I ported a Python tutorial to J.
J has libraries to read numpy arrays from file; we first export the relevant data, viz.
import numpy as np
import tensorflow\_datasets as tfds
train = tfds.load('mnist', split='train', as\_supervised=True, batch\_size=-1) # as\_supervised and batch\_size are cargo-culted to make it export to numpy
train\_image\_data, train\_labels = tfds.as\_numpy(train)
train\_images = train\_image\_data.astype('float64')/255
\# normalize + export to float64 for J
np.save("data/train-images.npy", train\_images)
np.save("data/train-labels.npy", train\_labels)
test = tfds.load('mnist', split='test', as\_supervised=True, batch\_size=-1)
test\_image\_data, test\_labels = tfds.as\_numpy(test)
test\_images = test\_image\_data.astype('float64')/255
np.save("data/test-images.npy", test\_images)
np.save("data/test-labels.npy", test\_labels)
Then:
load 'convert/numpy'
NB. raze to a 60000x784 array, instead of 28x28x1 images they're vectors of 784
train\_images =: ,"3 readnpy\_pnumpy\_ 'data/train-images.npy'
NB. convert labels (1, 2, etc.) to vectors (0 1 0 0 ...)

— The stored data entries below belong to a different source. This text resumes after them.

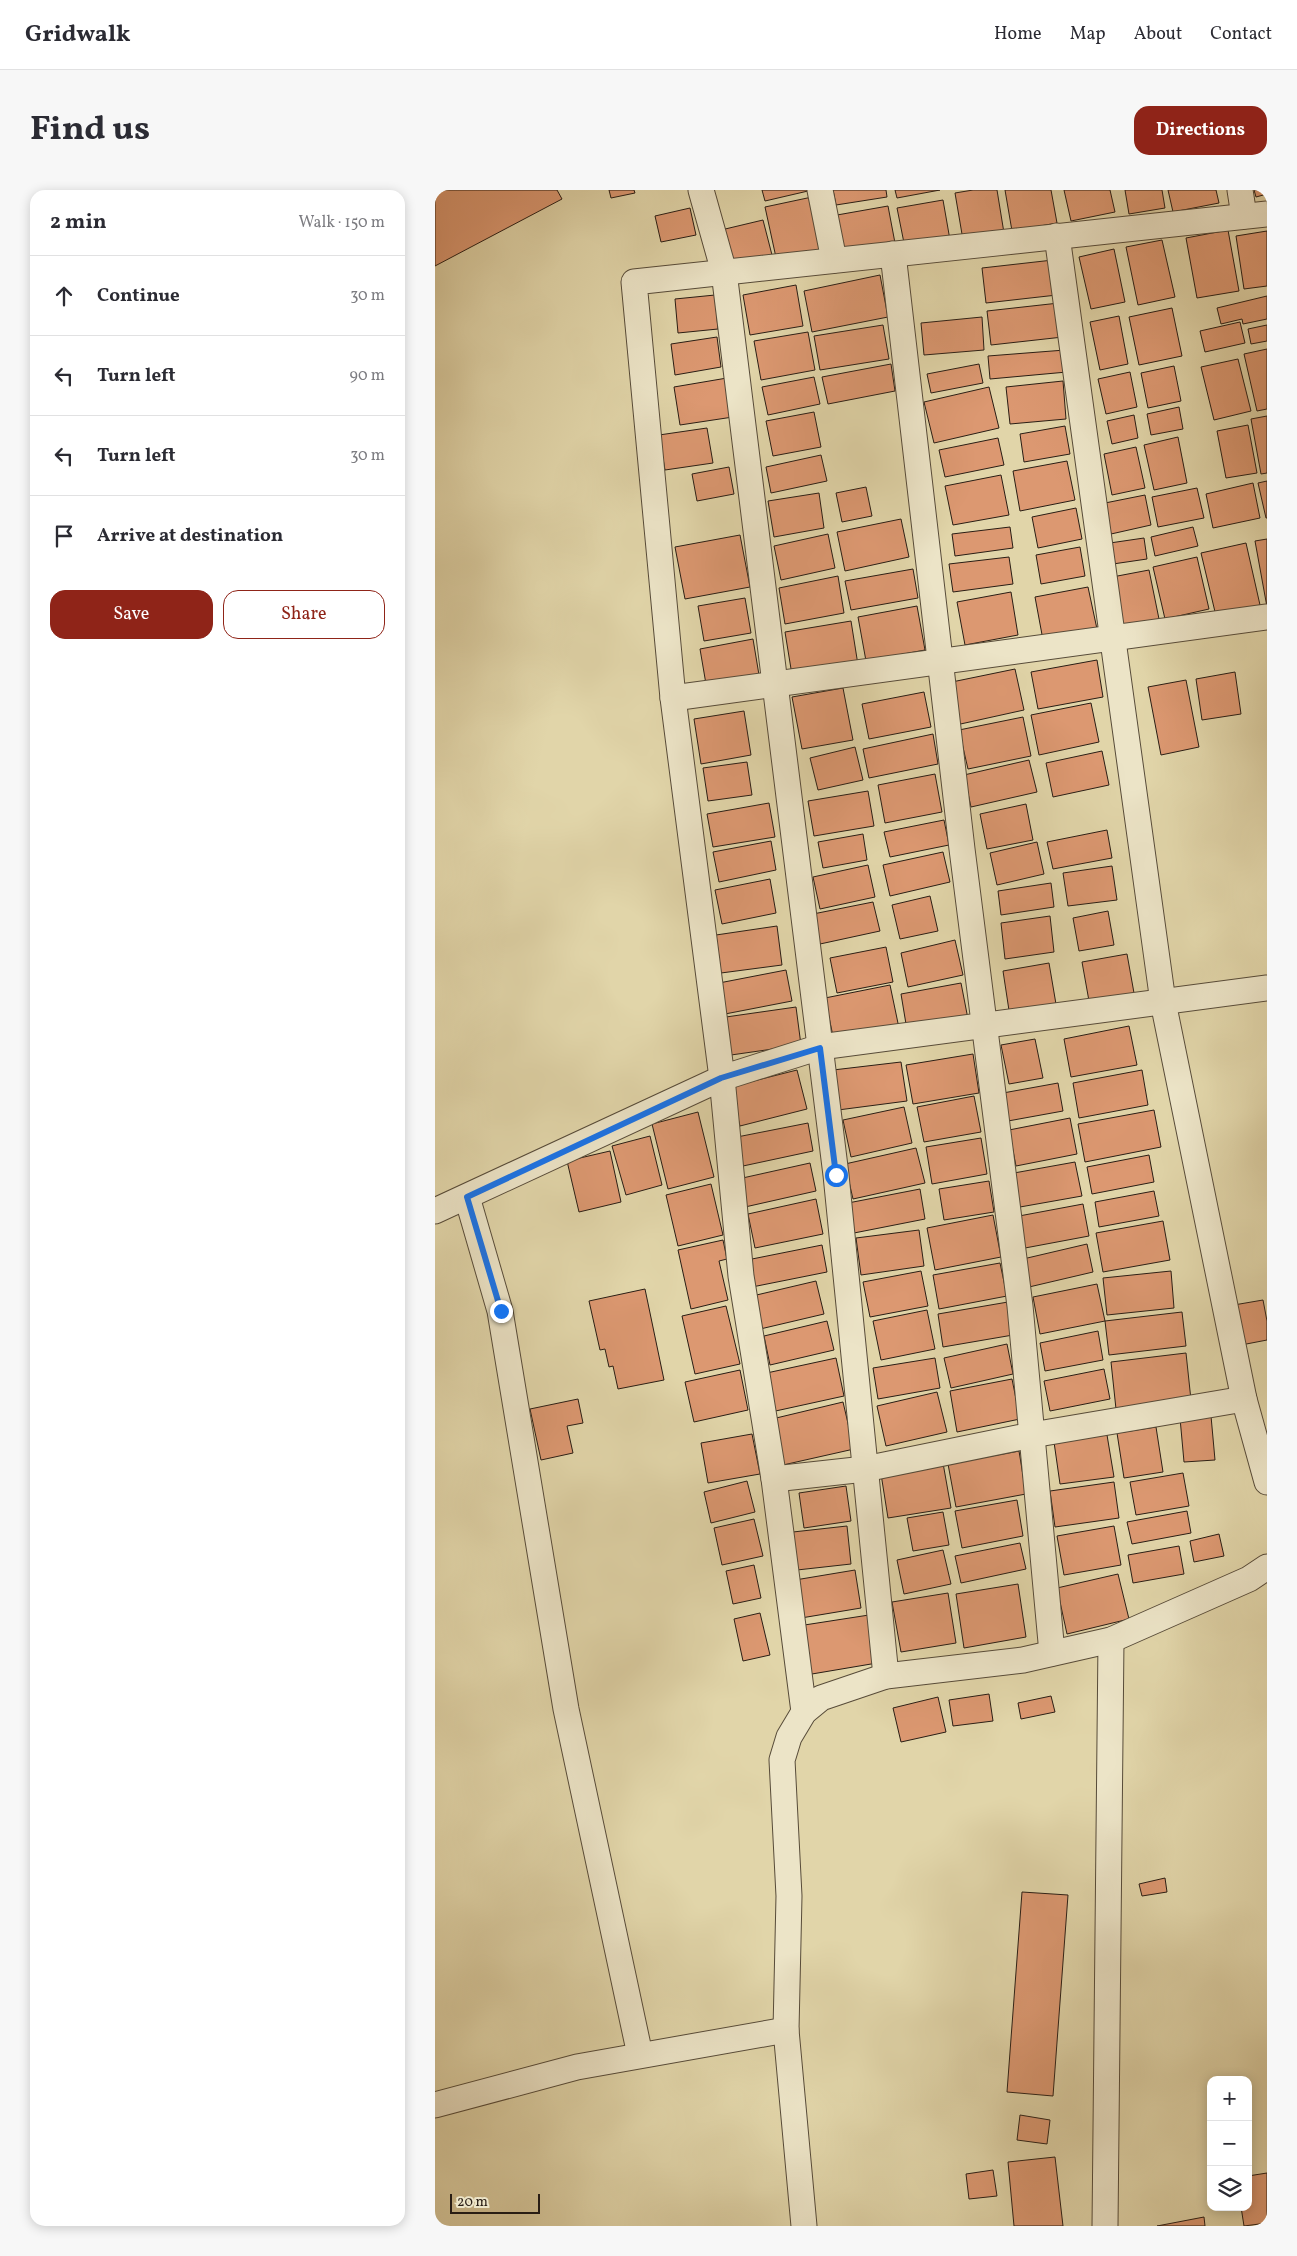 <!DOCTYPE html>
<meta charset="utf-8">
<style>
body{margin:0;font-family:Vollkorn,serif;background:#f7f7f7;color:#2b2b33}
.controls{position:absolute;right:15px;bottom:15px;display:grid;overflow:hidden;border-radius:10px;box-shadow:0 2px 12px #0003}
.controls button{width:45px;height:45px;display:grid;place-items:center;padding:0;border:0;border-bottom:1px solid #e1e1e2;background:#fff;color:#2b2b33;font:25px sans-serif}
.scale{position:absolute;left:15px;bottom:12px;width:90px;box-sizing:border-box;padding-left:5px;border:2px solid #291d14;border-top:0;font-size:14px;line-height:18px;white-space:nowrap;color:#291d14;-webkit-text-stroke:4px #ece4c7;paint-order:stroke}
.stop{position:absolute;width:15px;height:15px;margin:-11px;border:4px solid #1a73e8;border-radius:50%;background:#fff}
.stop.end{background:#1a73e8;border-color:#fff;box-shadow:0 1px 5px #0008}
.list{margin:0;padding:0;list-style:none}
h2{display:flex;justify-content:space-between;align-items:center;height:65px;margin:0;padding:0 20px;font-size:21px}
h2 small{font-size:16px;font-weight:400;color:#7c7c81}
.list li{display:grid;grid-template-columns:32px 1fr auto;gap:15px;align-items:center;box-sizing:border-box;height:80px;padding:0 20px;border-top:1px solid #e1e1e2}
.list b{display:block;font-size:19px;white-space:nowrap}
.list em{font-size:16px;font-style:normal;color:#7c7c81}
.actions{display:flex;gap:10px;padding:15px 20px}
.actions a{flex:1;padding:11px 0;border:1px solid #8f2418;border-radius:15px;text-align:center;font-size:18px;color:#8f2418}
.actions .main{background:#8f2418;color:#fff}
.icon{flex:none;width:28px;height:28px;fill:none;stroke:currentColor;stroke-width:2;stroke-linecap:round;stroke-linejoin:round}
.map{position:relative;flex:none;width:832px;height:2036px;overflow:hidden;border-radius:15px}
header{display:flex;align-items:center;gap:30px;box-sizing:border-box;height:70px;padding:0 25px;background:#fff;border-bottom:1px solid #e1e1e2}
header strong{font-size:24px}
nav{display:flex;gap:28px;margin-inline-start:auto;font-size:18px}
.intro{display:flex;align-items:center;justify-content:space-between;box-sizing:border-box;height:120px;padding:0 30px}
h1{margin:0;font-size:35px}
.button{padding:12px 22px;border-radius:15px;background:#8f2418;color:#fff;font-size:18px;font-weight:700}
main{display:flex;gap:30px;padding:0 30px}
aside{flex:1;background:#fff;border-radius:15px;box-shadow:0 2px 12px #0003}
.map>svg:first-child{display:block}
.building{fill:#dc9871;stroke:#291d14}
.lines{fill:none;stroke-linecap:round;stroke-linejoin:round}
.minor-casing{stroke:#574b39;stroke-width:27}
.minor{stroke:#ece4c7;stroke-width:25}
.route{stroke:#1a73e8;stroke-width:6}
</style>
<header>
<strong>Gridwalk</strong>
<nav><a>Home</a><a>Map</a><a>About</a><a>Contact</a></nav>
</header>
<div class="intro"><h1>Find us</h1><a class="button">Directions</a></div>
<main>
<aside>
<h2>2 min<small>Walk · 150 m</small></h2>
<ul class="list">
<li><svg class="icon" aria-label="ahead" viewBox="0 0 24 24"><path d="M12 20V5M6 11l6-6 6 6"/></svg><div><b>Continue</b></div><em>30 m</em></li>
<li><svg class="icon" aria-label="left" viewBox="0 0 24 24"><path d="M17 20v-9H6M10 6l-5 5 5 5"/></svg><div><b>Turn left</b></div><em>90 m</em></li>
<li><svg class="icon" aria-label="left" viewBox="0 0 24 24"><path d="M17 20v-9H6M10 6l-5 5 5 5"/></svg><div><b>Turn left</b></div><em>30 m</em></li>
<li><svg class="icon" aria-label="arrive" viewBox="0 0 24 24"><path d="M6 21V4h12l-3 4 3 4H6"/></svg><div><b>Arrive at destination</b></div></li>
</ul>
<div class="actions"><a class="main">Save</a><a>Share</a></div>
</aside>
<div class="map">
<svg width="832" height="2036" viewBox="0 0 832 2036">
<rect width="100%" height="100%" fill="#e1d5a9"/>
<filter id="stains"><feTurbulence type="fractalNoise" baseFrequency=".004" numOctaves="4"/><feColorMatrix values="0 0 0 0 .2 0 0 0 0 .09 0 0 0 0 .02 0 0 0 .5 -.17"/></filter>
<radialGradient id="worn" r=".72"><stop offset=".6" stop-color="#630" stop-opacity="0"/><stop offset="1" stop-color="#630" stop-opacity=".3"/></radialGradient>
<!-- building -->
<g class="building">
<path d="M0,0h122l5,9 -127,67z"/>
<path d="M174,0h25l1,3 -24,5z"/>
<path d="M327,0h46v1l-43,10z"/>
<path d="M398,0h53l1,7 -51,8z"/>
<path d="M460,0h45l-43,8z"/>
<path d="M538,0h24l7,43 -41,7 -8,-47z"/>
<path d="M570,0h46l6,33 -45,8z"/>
<path d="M629,0h46l5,22 -44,9z"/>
<path d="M690,0h37l3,18 -36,6z"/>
<path d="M733,0h48l3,13 -46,9z"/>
<path d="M819,0h13v4l-11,3z"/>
<path d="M377,7l12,54 -47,11 -12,-55z"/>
<path d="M508,10l7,40 -45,8 -8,-40z"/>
<path d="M453,16l7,37 -51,9 -7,-37z"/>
<path d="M255,18l6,27 -35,7 -6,-26z"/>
<path d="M328,30l9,35 -43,11 -8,-36z"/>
<path d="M793,40l11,61 -42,7 -11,-60z"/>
<path d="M832,41v55l-23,3 -8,-53z"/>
<path d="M727,50l13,57 -37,8 -12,-58z"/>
<path d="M679,59l11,53 -34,7 -12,-52z"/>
<path d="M618,70l4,35 -71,8 -4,-35z"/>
<path d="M445,85l8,42 -76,15 -8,-41z"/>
<path d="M361,95l7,41 -53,9 -7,-40z"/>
<path d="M280,105l3,34 -40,4 -3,-34z"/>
<path d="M832,106v23l-24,5 -1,-5 -21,5 -4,-16z"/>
<path d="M624,113l4,34 -72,8 -4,-34z"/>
<path d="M737,118l10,48 -43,9 -10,-48z"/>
<path d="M684,126l9,48 -28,6 -10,-48z"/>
<path d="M547,127l2,33 -60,5 -3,-32z"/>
<path d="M805,132l5,21 -40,9 -5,-21z"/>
<path d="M448,135l6,34 -69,11 -6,-34z"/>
<path d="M832,135v16l-16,3 -3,-15z"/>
<path d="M373,142l7,38 -54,10 -7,-39z"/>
<path d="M282,147l4,30 -46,8 -4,-31z"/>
<path d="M832,159v60l-10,2 -13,-57z"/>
<path d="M630,160l2,22 -77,7 -2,-23z"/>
<path d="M803,169l13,52 -37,9 -13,-53z"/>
<path d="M456,174l4,27 -67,13 -6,-27z"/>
<path d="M544,174l4,19 -52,10 -4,-19z"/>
<path d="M739,176l7,35 -33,7 -7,-35z"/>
<path d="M695,182l7,35 -31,7 -8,-35z"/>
<path d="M379,187l6,27 -52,11 -6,-28z"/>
<path d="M292,188l6,39 -53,8 -6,-38z"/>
<path d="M628,191l3,38 -56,5 -4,-37z"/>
<path d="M554,197l10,41 -65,15 -10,-41z"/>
<path d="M744,217l4,22 -32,6 -4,-21z"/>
<path d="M379,222l7,35 -48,9 -7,-35z"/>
<path d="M699,225l4,23 -26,6 -5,-23z"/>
<path d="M832,226v57l-6,1 -10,-55z"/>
<path d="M813,235l9,48 -31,5 -9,-47z"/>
<path d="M630,236l5,28 -46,8 -4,-28z"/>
<path d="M272,238l6,35 -48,7 -6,-35z"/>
<path d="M743,247l9,46 -33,7 -10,-45z"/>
<path d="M563,248l6,27 -59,12 -6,-27z"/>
<path d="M701,257l9,41 -33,7 -8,-41z"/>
<path d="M386,265l6,26 -56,12 -5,-26z"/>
<path d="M632,271l8,39 -55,11 -7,-40z"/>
<path d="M294,277l5,27 -37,7 -5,-27z"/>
<path d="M566,285l8,40 -56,10 -8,-39z"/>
<path d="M832,291v37h-1l-8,-35z"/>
<path d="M818,293l7,35 -47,10 -7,-34z"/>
<path d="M431,297l6,29 -30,6 -6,-29z"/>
<path d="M762,298l7,30 -46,9 -6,-30z"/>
<path d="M384,303l5,35 -50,9 -6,-36z"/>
<path d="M710,305l6,30 -40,9 -6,-31z"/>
<path d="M641,318l6,31 -44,9 -6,-31z"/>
<path d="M466,329l8,38 -64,14 -8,-39z"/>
<path d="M575,337l3,21 -58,8 -3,-22z"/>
<path d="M758,337l5,19 -43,10 -4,-19z"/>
<path d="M393,344l7,34 -54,12 -7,-34z"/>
<path d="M305,345l10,52 -65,12 -10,-52z"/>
<path d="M709,348l3,21 -41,6 -3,-21z"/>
<path d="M832,349v68l-12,-66z"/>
<path d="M811,353l14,62 -44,11 -15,-63z"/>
<path d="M645,357l5,29 -44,8 -5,-29z"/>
<path d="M574,367l4,27 -60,8 -4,-28z"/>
<path d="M762,367l12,52 -44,10 -12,-52z"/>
<path d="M478,379l5,29 -67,12 -6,-29z"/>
<path d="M714,380l10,49 -42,9 -10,-50z"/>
<path d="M403,386l6,37 -59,11 -6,-36z"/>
<path d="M653,397l9,42 -54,11 -8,-43z"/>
<path d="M576,402l7,43 -53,10 -8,-43z"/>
<path d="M310,408l6,35 -47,8 -6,-35z"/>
<path d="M482,416l8,44 -59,11 -8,-44z"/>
<path d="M416,431l7,44 -66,10 -7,-43z"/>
<path d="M318,449l7,42 -53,9 -7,-41z"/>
<path d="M662,470l6,37 -65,12 -7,-37z"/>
<path d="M580,479l9,41 -68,15 -9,-42z"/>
<path d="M800,482l6,42 -39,6 -6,-41z"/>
<path d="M751,490l13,67 -38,8 -13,-68z"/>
<path d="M408,498l10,52 -51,9 -10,-52z"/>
<path d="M489,502l7,35 -62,12 -7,-35z"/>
<path d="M656,513l8,39 -60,13 -8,-40z"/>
<path d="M309,521l7,44 -50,9 -7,-45z"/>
<path d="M588,527l8,39 -63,13 -9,-39z"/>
<path d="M498,544l5,30 -69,14 -6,-29z"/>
<path d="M420,557l8,33 -45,10 -8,-32z"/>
<path d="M667,561l7,34 -56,12 -7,-34z"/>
<path d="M594,570l8,32 -66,15 -7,-32z"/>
<path d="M312,572l5,33 -44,6 -5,-33z"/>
<path d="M500,584l7,38 -57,11 -7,-38z"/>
<path d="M433,601l6,35 -60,10 -6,-35z"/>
<path d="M334,613l6,34 -62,10 -6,-33z"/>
<path d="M591,614l7,36 -46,9 -7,-35z"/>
<path d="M509,630l5,25 -59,12 -6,-25z"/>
<path d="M672,640l5,28 -59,11 -6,-27z"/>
<path d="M428,644l4,26 -44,8 -5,-26z"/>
<path d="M336,651l5,29 -57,12 -6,-30z"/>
<path d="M602,652l7,32 -47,11 -7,-32z"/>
<path d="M508,662l7,30 -60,14 -7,-31z"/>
<path d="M433,675l7,32 -55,12 -7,-32z"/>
<path d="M677,676l5,34 -49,6 -5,-33z"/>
<path d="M335,689l6,34 -54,11 -7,-34z"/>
<path d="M616,693l3,24 -53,8 -3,-24z"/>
<path d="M495,706l8,35 -38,8 -8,-34z"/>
<path d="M438,712l7,29 -60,13 -7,-30z"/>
<path d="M673,721l6,34 -35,6 -6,-33z"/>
<path d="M615,726l4,36 -49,7 -4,-36z"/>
<path d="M342,736l5,39 -61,8 -5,-38z"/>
<path d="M520,750l8,35 -55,12 -7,-34z"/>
<path d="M451,757l7,35 -56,11 -7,-35z"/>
<path d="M692,764l7,39 -45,8 -7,-39z"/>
<path d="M614,773l8,47 -47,7 -7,-46z"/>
<path d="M351,780l6,31 -67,13 -6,-31z"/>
<path d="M526,793l7,36 -61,11 -6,-36z"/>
<path d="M455,795l9,43 -65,13 -9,-43z"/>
<path d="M361,817l5,38 -77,11 -5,-38z"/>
<path d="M694,836l8,39 -66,12 -7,-38z"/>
<path d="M600,849l8,39 -34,6 -8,-39z"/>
<path d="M538,864l6,39 -66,11 -7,-39z"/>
<path d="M466,872l6,39 -69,9 -5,-40z"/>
<path d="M362,880l10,39 -67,17 -10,-39z"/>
<path d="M707,880l6,35 -69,13 -6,-35z"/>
<path d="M623,893l5,28 -55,10 -5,-28z"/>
<path d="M539,906l7,36 -57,10 -7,-35z"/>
<path d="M469,917l8,36 -61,14 -8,-37z"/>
<path d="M719,920l7,37 -76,15 -7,-38z"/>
<path d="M263,922l16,65 -46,12 -16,-65z"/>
<path d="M635,928l7,36 -61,12 -7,-36z"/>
<path d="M373,933l5,28 -70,15 -6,-29z"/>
<path d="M215,946l12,49 -36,10 -14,-49z"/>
<path d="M546,948l6,36 -55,10 -6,-37z"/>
<path d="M481,958l9,35 -72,16 -8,-35z"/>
<path d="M175,961l11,51 -42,10 -12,-51z"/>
<path d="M714,965l5,27 -62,12 -5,-27z"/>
<path d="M640,972l7,34 -62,11 -6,-34z"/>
<path d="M375,973l6,28 -71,16 -7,-28z"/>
<path d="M554,991l5,31 -50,8 -5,-31z"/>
<path d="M276,994l12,51 -45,11 -12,-51z"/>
<path d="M485,999l5,30 -71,14 -6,-30z"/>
<path d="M719,1001l5,25 -60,11 -4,-25z"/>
<path d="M381,1009l7,35 -68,14 -7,-34z"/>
<path d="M648,1014l6,32 -64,12 -6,-32z"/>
<path d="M558,1025l8,42 -66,13 -8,-42z"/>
<path d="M728,1031l7,39 -67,12 -7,-39z"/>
<path d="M484,1040l5,36 -63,9 -5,-37z"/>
<path d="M288,1050l4,19 -8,2 9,39 -37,9 -13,-59z"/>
<path d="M652,1054l6,28 -64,15 -6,-28z"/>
<path d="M387,1055l5,27 -75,15 -5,-27z"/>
<path d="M565,1073l7,33 -68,13 -6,-34z"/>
<path d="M486,1081l7,35 -58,11 -7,-35z"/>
<path d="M736,1081l3,37 -67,7 -4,-37z"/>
<path d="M381,1091l8,33 -68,16 -8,-33z"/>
<path d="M662,1094l8,37 -65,13 -7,-37z"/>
<path d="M210,1099l19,91 -46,9 -5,-23 -4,1 -4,-18 -5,1 -11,-49z"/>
<path d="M828,1110l4,21v19l-31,6 -8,-40z"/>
<path d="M573,1112l5,33 -70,12 -5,-33z"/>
<path d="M291,1116l14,58 -45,10 -13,-58z"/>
<path d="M492,1120l8,39 -54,11 -8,-39z"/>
<path d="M747,1122l4,34 -77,9 -4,-34z"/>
<path d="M392,1131l7,29 -64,15 -6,-29z"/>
<path d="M663,1141l5,29 -58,11 -5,-28z"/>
<path d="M572,1154l6,30 -62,14 -7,-30z"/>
<path d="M751,1163l5,47 -75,9 -5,-47z"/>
<path d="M401,1168l8,38 -73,16 -9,-38z"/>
<path d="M500,1168l5,30 -62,11 -5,-31z"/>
<path d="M669,1179l6,30 -60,12 -6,-30z"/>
<path d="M305,1180l8,40 -54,12 -9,-40z"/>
<path d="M577,1189l8,40 -63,13 -7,-41z"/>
<path d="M502,1202l10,40 -61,14 -9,-40z"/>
<path d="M143,1209l5,24 -16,3 6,27 -32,7 -11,-51z"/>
<path d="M408,1212l11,47 -71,16 -11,-46z"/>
<path d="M776,1226l4,44 -31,2 -4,-44z"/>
<path d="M721,1237l7,45 -39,6 -7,-45z"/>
<path d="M317,1244l8,40 -52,9 -7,-40z"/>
<path d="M672,1245l7,42 -54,7 -6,-42z"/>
<path d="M584,1261l7,43 -70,13 -8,-43z"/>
<path d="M508,1273l8,45 -63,10 -7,-44z"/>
<path d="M748,1283l6,33 -53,9 -6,-33z"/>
<path d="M312,1291l8,31 -44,11 -7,-31z"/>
<path d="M679,1292l5,36 -64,9 -5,-36z"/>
<path d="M411,1296l5,35 -47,7 -5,-35z"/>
<path d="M582,1310l6,36 -61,12 -7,-37z"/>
<path d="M752,1321l4,22 -59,11 -5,-22z"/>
<path d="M508,1322l6,33 -36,6 -6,-33z"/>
<path d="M319,1329l9,37 -41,9 -8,-37z"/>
<path d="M412,1336l4,38 -54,6 -4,-38z"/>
<path d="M679,1336l7,39 -57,10 -7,-39z"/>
<path d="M784,1344l5,22 -30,6 -4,-21z"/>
<path d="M585,1353l6,26 -65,14 -6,-27z"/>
<path d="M744,1356l5,28 -51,9 -5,-28z"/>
<path d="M508,1360l8,34 -47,10 -7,-34z"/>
<path d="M319,1375l7,33 -28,6 -7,-33z"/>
<path d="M420,1380l6,38 -60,10 -6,-38z"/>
<path d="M683,1384l11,45 -62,15 -10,-46z"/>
<path d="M583,1394l8,53 -62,11 -8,-54z"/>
<path d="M513,1403l8,50 -55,9 -9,-50z"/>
<path d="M325,1423l10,42 -27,6 -9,-42z"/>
<path d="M434,1425l8,48 -71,12 -8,-49z"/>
<path d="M554,1504l4,27 -40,5 -4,-26z"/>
<path d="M616,1506l4,16 -34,7 -3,-16z"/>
<path d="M503,1507l8,35 -45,10 -8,-34z"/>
<path d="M730,1688l2,14 -25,4 -3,-12z"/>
<path d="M587,1702l46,3 -15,201 -46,-4z"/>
<path d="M585,1925l30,5 -3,24 -30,-4z"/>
<path d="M620,1967l8,69h-49l-6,-64z"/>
<path d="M558,1980l4,26 -28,3 -3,-25z"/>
<path d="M832,1983v50l-23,3 -3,-19h7v-31z"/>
<path d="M769,2027l1,9h-48z"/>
</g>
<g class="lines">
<!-- minor casing -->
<g class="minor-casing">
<g id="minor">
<path d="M266,0l23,82 51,412 61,491 50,501"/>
<path d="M385,0l14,70"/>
<path d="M805,0l4,26"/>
<path d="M832,24l-633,68 39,416 49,380 98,-31 447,-59"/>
<path d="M622,46l106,766 81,397 23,83"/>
<path d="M458,64l69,595 58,457 32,347"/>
<path d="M238,508l594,-81"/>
<path d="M32,1007l33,114 66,398 74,346"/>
<path d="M0,1021l287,-133 19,198 33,203 30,233"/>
<path d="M339,1289l91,-10 167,-34 212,-36"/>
<path d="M0,1915l142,-38 209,-37"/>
<path d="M369,2036l-18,-196 3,-134 -7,-136 7,-23 15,-25 17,-14 65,-22 137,-16 88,-20 138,-61 18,-12"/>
<path d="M670,2036l6,-586"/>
</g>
</g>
<!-- minor -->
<use href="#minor" class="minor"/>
</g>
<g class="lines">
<!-- route -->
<path class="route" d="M66,1121l-34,-114 254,-119 99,-30 16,127"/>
</g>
<rect width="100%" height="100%" filter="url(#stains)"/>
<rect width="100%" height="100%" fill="url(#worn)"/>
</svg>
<div class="controls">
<button>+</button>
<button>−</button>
<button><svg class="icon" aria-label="layers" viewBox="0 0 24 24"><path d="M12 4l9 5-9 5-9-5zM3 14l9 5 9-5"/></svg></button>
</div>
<div class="scale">20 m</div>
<div class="stop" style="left:401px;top:985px"></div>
<div class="stop end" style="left:66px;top:1121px"></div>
</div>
</main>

vectorize =: 3 : '=&y (i.10)'
train\_labels =: vectorize"0 readnpy\_pnumpy\_ 'data/train-labels.npy'
test\_images =: ,"3 readnpy\_pnumpy\_ 'data/test-images.npy'
test\_labels =: vectorize"0 readnpy\_pnumpy\_ 'data/test-labels.npy'
X =: train\_images
Y =: train\_labels
NB. move (0,1) -> (-1, 1)
scale =: (-&1)@:(\*&2)
NB. initialize weights randomly
init\_weights =: 3 : 'scale"0 y ?@$ 0'
w\_hidden =: init\_weights 784 128
w\_output =: init\_weights 128 10
weights\_init =: w\_hidden;w\_output
dot =: +/ . \*
mmax =: (]->./)
NB. softmax that won't blow up https://cs231n.github.io/linear-classify/#softmax
softmax =: ((^ % (+/@:^)) @: mmax)
d\_softmax =: (([\*(1&-)) @: softmax @: mmax)
sigmoid =: monad define
% 1 + ^ - y
)
sigmoid\_ddx =: 3 : '(^-y) % ((1+^-y)^2)'
NB. forward prop
forward =: dyad define
'l1 l2' =. x
X =. y
x\_l1 =. X dot l1
x\_sigmoid =. sigmoid x\_l1
x\_l2 =. x\_sigmoid dot l2
prediction =. softmax"1 x\_l2
(x\_l1;x\_l2;x\_sigmoid;prediction)
)
train =: dyad define
'X Y' =. x
'l1 l2' =. y
'x\_l1 x\_l2 x\_sigmoid prediction' =. y forward X
l2\_err =. (2 \* (Y - prediction) % {.$prediction) \* (d\_softmax"1 x\_l2)
l1\_err =. (|: l2 dot (|: l2\_err)) \* (sigmoid\_ddx"1 x\_l1)
l2\_adj =. l2 + (|: x\_sigmoid) dot l2\_err
l1\_adj =. l1 + (|: X) dot l1\_err
(l1\_adj;l2\_adj)
)
train\_mnist =: (X;Y) & train
NB. smooth out a guess into a canonical estimate
pickmax =: monad define
max =. >./ y
=&max y
)
eq\_arr1 =: \*/ @: =
point\_accuracy =: monad define
(+/ (pickmax"1 y) eq\_arr1"1 test\_labels) % {.$ test\_labels
)
NB. to store weights
encode =: 3!:1
w\_train =: (train\_mnist ^: 10000) weights\_init
NB. guess =: >3 { w\_train forward test\_images
NB. point\_accuracy guess
NB.
(encode w\_train) fwrite 'weights.jdat'
This happens to be 95% accurate! So this is a good result despite the fact that training a neural net on CPU is not so satisfying.
It also happens to be substantially slower than using plain NumPy, presumably since it only uses one core.